12 ideas for your slow travel in Copenhagen
- Bring a bathing suit and a towel and head to La Banchina in Refshaleøen. Stay there for the afternoon, soak up the sun, swim and enjoy a glass of Aperol Spritz while the sun is setting.
- Go hiking! Escape the urban areas for a day and hike Amarminoen from central Amager to Dragør.
- On a sunny day, go to the beach. Amager Beach is close to the city, yet completely different.
- Visit a cemetery. Sounds weird? Maybe so, but the Danes hang out there all the time. Try Assistens Cemetery, Bispebjerg Cemetery or Vestre Cemetery.
- Go on a picnic in Kongens Have, Nørrebroparken, Botanical Garden, Fælledparken or any other park depending on your mood.
- Hike CopenHill on Margretheholm between Amager and Refshaleøen. Get sweaty and enjoy the view from the top.
- Rent a boat and experience the city at your own pace.
- Even better – rent a kayak and paddle around the canals and enjoy a meal and a drink at Kayak Bar when you’re done.
- Visit the last fishing village, Fiskerhavnen, in Sydhavnen and be inspired by the ‘slow living’ lifestyle.
- Explore the brown bars – the bodegas – in Vesterbro, Nørrebro or Amager and have a talk with Copenhageners of all kinds over a cheap beer.
- Go shopping in your local neighborhood: Istedgade in Vesterbro, Jægersborggade in Nørrebro or Gammel Kongevej in Frederiksberg.
- Spoil your taste buds and spend your savings at Alchemist.

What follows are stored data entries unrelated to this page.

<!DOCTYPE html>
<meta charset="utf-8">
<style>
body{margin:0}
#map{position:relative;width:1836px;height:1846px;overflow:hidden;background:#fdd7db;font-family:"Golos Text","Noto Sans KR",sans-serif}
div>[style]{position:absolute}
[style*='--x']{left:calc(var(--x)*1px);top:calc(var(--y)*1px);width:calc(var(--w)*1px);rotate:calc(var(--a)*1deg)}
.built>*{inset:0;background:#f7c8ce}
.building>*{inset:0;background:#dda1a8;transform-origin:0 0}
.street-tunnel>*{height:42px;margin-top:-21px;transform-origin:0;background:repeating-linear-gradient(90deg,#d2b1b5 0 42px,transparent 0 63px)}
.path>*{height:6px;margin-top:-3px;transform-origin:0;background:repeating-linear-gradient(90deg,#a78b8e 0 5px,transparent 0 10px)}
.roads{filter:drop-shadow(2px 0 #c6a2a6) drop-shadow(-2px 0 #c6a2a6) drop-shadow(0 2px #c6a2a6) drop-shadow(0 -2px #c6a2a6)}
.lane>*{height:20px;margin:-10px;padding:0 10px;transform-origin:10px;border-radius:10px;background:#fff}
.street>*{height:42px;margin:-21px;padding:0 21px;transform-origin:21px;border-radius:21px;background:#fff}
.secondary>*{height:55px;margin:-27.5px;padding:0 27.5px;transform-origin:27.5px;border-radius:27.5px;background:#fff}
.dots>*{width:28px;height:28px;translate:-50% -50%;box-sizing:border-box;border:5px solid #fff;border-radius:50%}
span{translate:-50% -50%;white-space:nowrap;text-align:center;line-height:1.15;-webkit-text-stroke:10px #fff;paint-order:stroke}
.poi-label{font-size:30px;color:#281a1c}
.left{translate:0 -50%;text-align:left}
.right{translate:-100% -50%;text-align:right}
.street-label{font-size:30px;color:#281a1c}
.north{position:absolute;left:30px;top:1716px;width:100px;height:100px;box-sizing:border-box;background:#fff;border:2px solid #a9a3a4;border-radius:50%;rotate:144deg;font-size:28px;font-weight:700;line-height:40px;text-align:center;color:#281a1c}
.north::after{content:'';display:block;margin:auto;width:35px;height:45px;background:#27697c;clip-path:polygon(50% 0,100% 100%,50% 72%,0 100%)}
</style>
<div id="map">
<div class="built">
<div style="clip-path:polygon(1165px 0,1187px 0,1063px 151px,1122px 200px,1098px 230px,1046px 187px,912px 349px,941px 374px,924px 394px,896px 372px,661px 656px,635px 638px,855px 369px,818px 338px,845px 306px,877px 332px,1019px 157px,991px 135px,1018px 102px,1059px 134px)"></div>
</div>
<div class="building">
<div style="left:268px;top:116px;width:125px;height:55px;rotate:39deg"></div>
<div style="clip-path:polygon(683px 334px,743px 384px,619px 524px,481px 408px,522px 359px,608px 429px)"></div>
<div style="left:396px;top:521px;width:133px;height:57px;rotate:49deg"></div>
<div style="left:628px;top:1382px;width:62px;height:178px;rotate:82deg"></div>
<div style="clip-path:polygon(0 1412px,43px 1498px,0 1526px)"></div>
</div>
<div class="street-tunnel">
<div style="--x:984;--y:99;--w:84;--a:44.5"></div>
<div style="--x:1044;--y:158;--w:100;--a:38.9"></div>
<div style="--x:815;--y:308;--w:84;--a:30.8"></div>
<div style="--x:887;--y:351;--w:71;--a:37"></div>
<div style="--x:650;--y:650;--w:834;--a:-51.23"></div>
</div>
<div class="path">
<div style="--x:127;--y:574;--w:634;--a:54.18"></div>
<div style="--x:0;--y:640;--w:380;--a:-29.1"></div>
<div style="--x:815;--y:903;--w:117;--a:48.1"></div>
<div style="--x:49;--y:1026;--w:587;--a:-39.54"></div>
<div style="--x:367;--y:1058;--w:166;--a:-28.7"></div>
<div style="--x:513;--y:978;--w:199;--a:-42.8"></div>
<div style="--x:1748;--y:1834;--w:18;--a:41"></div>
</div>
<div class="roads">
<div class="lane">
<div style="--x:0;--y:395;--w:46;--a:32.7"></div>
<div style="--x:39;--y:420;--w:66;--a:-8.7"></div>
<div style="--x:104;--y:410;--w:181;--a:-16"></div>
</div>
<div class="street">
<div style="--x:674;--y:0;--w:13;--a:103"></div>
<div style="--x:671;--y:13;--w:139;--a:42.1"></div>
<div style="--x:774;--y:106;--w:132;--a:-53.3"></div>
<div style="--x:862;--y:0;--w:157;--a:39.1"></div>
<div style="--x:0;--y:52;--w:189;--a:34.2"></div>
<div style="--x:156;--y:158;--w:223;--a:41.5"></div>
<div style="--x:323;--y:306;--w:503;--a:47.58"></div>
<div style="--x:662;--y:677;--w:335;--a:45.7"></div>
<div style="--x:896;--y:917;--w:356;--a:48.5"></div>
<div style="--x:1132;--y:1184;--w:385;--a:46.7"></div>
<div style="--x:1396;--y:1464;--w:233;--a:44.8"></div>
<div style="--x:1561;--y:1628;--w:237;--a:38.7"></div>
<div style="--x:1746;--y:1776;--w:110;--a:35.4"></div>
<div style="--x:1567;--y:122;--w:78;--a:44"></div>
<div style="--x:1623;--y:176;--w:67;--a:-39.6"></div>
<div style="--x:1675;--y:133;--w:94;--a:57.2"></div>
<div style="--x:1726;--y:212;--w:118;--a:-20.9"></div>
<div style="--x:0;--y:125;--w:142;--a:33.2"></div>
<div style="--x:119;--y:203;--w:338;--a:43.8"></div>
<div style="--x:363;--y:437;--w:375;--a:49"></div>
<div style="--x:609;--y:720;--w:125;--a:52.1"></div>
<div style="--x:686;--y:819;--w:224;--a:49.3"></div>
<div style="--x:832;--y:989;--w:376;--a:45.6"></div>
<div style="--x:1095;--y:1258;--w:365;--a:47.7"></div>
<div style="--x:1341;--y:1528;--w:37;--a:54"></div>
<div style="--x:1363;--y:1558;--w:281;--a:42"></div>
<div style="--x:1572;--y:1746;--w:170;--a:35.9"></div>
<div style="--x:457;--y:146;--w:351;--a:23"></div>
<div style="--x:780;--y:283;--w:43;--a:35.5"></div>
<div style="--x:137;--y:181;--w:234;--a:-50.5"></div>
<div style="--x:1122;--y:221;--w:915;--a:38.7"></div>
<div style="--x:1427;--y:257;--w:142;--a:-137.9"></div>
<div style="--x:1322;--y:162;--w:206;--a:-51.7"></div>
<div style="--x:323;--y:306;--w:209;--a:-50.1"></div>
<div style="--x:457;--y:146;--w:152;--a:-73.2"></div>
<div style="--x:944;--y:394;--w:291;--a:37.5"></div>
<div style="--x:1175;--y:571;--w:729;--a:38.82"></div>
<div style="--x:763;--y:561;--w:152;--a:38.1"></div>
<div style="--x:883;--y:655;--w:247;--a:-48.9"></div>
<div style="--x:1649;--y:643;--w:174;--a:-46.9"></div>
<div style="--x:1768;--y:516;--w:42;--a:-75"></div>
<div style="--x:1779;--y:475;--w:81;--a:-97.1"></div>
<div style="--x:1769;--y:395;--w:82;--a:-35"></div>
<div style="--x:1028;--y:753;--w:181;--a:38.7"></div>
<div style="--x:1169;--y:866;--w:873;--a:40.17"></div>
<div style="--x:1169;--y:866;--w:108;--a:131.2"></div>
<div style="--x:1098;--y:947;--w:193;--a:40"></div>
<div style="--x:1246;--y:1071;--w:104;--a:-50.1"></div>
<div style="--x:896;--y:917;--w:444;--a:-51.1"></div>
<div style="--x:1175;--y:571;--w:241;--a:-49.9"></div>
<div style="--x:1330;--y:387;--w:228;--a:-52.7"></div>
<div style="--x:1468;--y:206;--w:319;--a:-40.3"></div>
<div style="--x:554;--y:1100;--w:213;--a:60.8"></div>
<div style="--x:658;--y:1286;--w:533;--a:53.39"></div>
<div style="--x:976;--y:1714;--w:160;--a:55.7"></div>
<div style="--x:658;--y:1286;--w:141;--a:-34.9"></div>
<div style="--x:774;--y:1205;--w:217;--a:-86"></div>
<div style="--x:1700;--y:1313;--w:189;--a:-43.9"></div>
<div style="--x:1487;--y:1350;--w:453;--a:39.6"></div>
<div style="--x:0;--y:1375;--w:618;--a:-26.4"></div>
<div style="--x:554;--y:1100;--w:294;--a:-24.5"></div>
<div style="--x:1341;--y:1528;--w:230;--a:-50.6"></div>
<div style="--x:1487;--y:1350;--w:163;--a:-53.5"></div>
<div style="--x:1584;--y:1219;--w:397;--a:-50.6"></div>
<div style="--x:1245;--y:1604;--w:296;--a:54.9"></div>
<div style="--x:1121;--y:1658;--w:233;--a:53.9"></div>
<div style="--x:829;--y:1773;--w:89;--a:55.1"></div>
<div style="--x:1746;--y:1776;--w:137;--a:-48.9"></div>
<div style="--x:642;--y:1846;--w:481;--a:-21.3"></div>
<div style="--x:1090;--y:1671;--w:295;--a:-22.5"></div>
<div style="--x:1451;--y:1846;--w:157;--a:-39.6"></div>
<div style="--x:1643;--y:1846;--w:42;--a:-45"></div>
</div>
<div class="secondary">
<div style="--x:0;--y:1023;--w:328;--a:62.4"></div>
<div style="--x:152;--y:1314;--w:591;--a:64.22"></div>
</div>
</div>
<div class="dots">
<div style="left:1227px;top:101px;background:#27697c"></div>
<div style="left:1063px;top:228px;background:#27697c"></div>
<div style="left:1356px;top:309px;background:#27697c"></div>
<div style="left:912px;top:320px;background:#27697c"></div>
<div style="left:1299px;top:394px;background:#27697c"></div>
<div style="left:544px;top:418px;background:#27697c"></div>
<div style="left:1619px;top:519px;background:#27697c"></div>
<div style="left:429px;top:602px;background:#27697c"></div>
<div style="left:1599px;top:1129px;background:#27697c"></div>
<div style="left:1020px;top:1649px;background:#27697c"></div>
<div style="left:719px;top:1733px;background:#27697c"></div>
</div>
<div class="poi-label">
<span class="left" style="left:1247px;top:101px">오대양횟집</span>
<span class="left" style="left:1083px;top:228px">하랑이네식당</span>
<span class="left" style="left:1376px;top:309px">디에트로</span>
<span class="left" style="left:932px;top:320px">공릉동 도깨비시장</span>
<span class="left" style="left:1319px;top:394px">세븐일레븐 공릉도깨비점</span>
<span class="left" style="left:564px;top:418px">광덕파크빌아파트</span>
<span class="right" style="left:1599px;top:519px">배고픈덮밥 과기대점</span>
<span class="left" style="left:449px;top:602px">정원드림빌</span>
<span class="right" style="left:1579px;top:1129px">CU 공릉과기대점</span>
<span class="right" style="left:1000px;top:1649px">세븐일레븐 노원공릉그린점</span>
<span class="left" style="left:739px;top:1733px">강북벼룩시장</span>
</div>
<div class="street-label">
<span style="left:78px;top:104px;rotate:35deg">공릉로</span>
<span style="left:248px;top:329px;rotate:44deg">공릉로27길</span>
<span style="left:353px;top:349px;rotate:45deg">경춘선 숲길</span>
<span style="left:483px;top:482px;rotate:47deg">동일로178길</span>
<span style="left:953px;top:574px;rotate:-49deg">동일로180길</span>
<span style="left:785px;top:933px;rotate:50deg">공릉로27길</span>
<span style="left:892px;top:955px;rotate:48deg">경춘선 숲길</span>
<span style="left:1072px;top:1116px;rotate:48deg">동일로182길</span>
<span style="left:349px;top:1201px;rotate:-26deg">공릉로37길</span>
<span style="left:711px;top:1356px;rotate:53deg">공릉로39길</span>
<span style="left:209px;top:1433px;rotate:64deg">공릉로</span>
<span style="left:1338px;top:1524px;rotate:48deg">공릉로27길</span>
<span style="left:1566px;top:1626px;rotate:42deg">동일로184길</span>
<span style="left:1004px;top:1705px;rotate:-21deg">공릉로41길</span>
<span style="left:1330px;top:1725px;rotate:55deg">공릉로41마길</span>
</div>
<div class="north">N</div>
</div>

A true journey for all senses.
The homestay philosophy
It’s pretty obvious. If you want to blend in, stay with the locals – or at least live like the locals. In Copenhagen you will find that most Airbnbs are real homes rented out by real people. This means that you get to experience everything from amazing Danish design to tiny bathrooms. And who knows, you may even sense the concept of ‘hygge’, though this is first and foremost a state of mind rather than a setting.
Renting an Airbnb in Copenhagen allows you to get out of Central Copenhagen and out into neighborhoods such as Vesterbro, Nørrebro, Amager, Frederiksberg and Østerbro, which is crucial if you want to experience Copenhagen from an authentic perspective. The fridge may be half full, the apartment is probably packed with family photos and personal items and you may even be asked to water the plants… in a weird way this could become a lasting memory.
Slow travel – literally!
Slow travel is a state of mind, a way of experiencing a destination and about slowing down, and the most important tool for the slow traveler in Copenhagen could very well be a bike. But make no mistake, biking around Copenhagen can be as stressful as it’s authentic, however it’s not to be missed. The bike will get you places you wouldn’t have gone otherwise and it will give you a chance to stop and smell the flowers, the kebab… or the weed in case you’re close to Christiania.
Do’s and don’ts when riding a bike in Copenhagen
- Arm up when stopping.
- Don’t ever stop in the middle of the road or on a bike path without signaling. It is guaranteed to piss off the Danes.
- Right arm to the right when turning right.
- Left turns don’t exist at a traffic light. You need to cross two streets to turn left.
- Go with the flow. Slow bikers are annoying, fast ones are dangerous. Try to fit in.
- Wear a helmet – even if the Danes don’t wear one.
Slow travel your way through Copenhagen
Slow travel can be whatever you want it to be. In the end it’s up to you to decide what calms you, what enlightens you and what makes you want to share a piece of yourself. However, we suggest you take your time and stay in Copenhagen at least 4 days, though most people would stress that 2 days should be enough. Stay local and rent an apartment on Airbnb or try couchsurfing. Get yourself a bike, which allows you to experience everything in between point A and point B. Taste the city: Street food, beer, gastronomy and even salt water. And not least – take it easy, chill at a café for hours and lie down in a park and watch the dogs running around. Enjoy!